Flink Labs believes that machine intelligence works best when used to augment human intelligence, not to replace it.
We are not an AI company.
Artificial intelligence and Machine learning are tools we use to solve our client’s problems and deliver measurable value.
We have a pragmatic approach to Artificial intelligence, recognising that most organisations don’t have massive training datasets nor millions of dollars to spend on model development. Instead, we focus on practical applied Machine learning and Artificial intelligence methods that can be used out of the box, getting better over time, and providing measurable benefits right away.
We keep abreast of the current AI breakthroughs leveraging state of the art methods, such as transfer learning, convolutional neural networks (CNN) for Natural language processing (NLP) and pre-trained models such as GPT-3 and Word2vec to supercharge our AI projects.
Artificial intelligence and Machine learning play a role in almost all out projects. Clustering algorithms and visualisations are heavily used during exploratory data analysis phases. NLP based automated narrative generation is used to produce textual descriptions of data, and deep learning algorithms are widely used for classifying and analysing text across hundreds of thousands of user comments.

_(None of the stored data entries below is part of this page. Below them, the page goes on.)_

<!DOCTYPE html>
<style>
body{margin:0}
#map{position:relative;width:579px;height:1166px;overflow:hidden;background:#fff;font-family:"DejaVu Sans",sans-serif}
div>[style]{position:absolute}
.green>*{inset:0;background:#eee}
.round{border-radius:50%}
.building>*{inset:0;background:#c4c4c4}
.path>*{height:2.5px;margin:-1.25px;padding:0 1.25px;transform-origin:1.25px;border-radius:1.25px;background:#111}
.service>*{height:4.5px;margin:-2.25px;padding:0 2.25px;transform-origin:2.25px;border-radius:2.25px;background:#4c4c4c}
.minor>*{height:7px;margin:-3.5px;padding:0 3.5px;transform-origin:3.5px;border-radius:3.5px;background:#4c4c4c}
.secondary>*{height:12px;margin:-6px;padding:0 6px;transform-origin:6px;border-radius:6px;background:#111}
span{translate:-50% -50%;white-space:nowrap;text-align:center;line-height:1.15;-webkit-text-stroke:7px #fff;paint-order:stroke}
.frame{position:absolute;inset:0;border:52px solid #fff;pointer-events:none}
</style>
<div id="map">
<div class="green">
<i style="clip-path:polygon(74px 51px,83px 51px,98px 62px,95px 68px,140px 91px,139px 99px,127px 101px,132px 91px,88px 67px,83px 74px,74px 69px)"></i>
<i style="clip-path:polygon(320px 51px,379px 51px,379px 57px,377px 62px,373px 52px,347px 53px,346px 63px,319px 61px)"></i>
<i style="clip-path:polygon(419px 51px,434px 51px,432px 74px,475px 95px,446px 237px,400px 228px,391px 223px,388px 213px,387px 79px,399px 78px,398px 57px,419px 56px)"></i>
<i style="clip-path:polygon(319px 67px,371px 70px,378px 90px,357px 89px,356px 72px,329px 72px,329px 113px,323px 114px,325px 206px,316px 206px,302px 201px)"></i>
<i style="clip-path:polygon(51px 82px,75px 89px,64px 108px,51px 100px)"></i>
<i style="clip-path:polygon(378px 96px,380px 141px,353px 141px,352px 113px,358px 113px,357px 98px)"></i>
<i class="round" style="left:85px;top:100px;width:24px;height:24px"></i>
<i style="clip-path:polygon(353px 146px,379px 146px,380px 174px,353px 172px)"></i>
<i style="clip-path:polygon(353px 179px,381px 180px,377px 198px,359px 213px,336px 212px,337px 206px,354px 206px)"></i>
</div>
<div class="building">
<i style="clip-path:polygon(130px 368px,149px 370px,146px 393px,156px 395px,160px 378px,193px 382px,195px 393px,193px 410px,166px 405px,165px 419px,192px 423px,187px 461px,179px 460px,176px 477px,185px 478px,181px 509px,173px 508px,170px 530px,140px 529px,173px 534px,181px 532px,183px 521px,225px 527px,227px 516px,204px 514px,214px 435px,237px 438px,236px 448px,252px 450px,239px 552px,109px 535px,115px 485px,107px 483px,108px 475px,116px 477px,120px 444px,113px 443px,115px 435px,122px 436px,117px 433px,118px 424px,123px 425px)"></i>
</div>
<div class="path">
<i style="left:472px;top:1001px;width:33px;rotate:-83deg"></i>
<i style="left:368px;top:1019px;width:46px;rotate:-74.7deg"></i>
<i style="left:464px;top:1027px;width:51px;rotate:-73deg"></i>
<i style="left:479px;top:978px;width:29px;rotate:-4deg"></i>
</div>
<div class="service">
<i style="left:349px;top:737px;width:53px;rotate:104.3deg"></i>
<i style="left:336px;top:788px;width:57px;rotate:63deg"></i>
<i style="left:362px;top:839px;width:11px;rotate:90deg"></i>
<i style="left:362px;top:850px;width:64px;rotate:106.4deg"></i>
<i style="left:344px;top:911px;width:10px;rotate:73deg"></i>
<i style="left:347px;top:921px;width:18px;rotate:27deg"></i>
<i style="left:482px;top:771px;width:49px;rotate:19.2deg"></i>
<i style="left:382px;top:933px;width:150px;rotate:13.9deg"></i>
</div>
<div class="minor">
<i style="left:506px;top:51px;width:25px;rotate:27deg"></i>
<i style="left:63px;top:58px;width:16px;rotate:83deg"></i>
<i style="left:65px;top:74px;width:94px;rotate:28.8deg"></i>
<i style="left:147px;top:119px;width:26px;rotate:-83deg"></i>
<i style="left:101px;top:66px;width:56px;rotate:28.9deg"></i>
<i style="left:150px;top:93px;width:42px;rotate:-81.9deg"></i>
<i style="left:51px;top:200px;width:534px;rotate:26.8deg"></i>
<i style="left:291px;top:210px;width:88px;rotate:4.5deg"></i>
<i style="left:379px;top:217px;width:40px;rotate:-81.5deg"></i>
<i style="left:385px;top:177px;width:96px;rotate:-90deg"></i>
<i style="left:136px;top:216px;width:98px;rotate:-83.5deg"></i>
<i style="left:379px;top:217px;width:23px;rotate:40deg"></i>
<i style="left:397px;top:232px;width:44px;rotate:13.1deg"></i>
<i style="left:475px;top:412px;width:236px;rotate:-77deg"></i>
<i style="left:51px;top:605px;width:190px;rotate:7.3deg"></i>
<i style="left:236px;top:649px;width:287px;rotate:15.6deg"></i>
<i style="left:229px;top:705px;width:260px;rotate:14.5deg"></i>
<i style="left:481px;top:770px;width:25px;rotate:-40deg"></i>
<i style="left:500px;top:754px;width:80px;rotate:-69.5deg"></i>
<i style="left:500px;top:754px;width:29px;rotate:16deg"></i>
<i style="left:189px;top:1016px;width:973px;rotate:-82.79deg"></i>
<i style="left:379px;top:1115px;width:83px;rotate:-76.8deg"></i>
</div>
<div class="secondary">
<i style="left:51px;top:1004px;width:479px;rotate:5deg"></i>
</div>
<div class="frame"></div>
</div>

Automated narrative generation - We use NLP and statistical analysis to generate “robot text”; providing human readable insights and overviews in our data portals. The use of AI to generate insights and highlight outliers saves hundreds of hours for our clients, empowering their skilled analysts to focus on deeper discovery and analysis rather than writing “boilerplate” copy.
Image and text data mining - Working with IP Australia, we used advanced Natural language processing and image recognition to analyse patent applications, extracting metadata and structure for use in deep learning pipelines. We also used text classification and clustering algorithms to assist trademark examiners in assessing applications.
Customer movement and purchase behaviour - Combining supermarket trolley tracking data with point of sale purchase information, we used Markov chain analysis to construct patterns of shopper movement through a supermarket, identifying patterns in shopper behaviour that was used to help optimise store layout and product placement, resulting in an increase in average basket spend.
With backgrounds in intelligent agents and recommender systems, patents in predictive analytics and Artificial intelligence, and active AI projects across a range of clients we are uniquely positioned to help with your Machine intelligence projects.